Statewide variability in predictors of survival among geographically and racially diverse breast cancer cohorts

Document Type

Conference Proceeding

Publication Date


Publication Title

Cancer Epidemiol Biomarkers Prev


Introduction: The National Breast and Cervical Cancer Early Detection Program (NBCCEDP) provides free breast cancer screening, case management, patient navigation, and connection to treatment for medically underserved and economically-disadvantaged women aged 40-64 years. The aim of this study was to identify differences in predictors of survival between all women diagnosed with breast cancer in South Carolina versus those enrolled in the SC NBCCEDP.

Methods: We established a retrospective cohort of breast cancer patients diagnosed from 2004 to 2015 using the South Carolina Central Cancer Registry. Sociodemographic (e.g., race, age) and clinical variables were abstracted from the registry. We linked registry data to county-level variables to determine levels of social deprivation and residence in a health care professional shortage area using the Robert Graham Center's Social Deprivation Index (SDI) and the Health Provider Shortage Area (HPSA) designation. Potential exposure variables (e.g., SDI, hormone receptor status, age, HER2 receptor status, time to first treatment, region, insurance status, cancer stage, year of diagnosis, rurality, NBCCEDP enrollment, race, marital status, cancer grade, HPSA designation) were entered into a Cox proportional hazard model to identify significant predictors of survival. The multivariable model utilized a backward elimination process to obtain the best fitting model at a pvalue <0.05 for each cohort of survivors (NBCCDP participants and all other breast cancer survivors).

Results: A total of 34,518 breast cancer patients were diagnosed during this time out of which 873 (2.5 %) were NBCCEDP participants. Overall, there were nine significant predictors namely race, cancer stage, age, hormone receptor status, HER receptor, cancer grade, marital status, insurance status, and diagnosis year. Among NBCCEDP participants, there were four significant predictors namely cancer stage, age, hormone status, and region. Region was the only significant predictor variable unique to NBCCEDP participants with those living in the Midlands region having an adjusted hazard ratio of 1.8; 95% CI: 1.1-2.8 compared with participants who lived in Lowcountry region. Overall, in both cohorts, race was one of the significant independent predictor variables with Black women having an adjusted hazard ratio of 1.2; 95% CI: 1.1-1.3 compared with white women.
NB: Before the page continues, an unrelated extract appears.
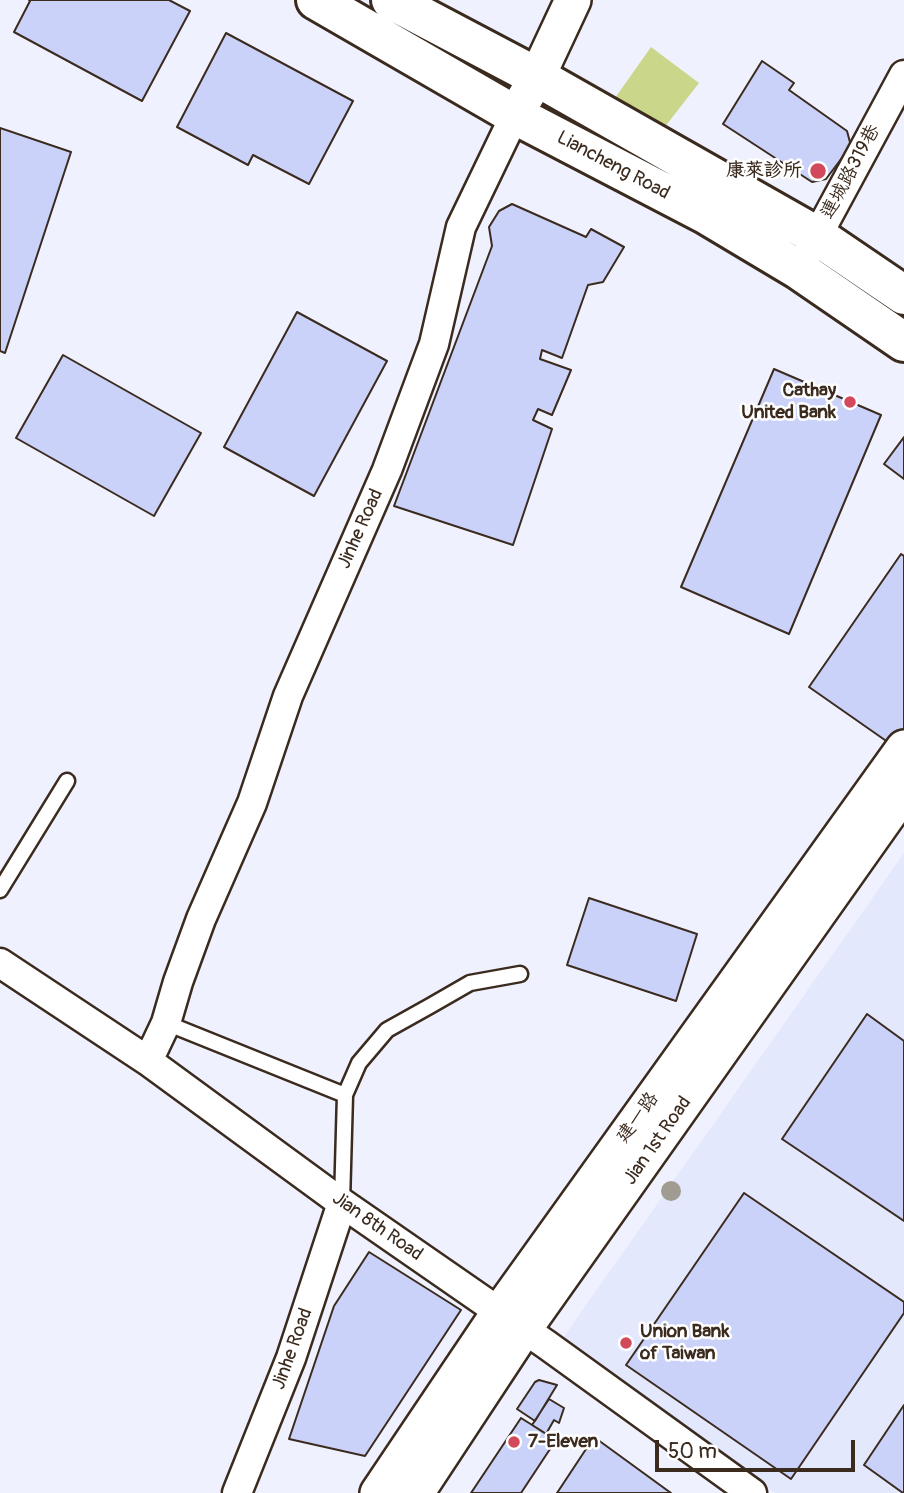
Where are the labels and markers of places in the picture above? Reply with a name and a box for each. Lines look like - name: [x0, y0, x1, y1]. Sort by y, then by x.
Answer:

Conclusions: Survival was significantly poorer among NBCCEDP participants living in the Midlands region, and Black women overall. To reduce survival disparities and enhance efficiency of NBCCEDP, efforts directed at enhancing support and eliminating barriers to timely detection and treatment should be focused on NBCCEDP participants living in the Midlands region of the state and Black women generally.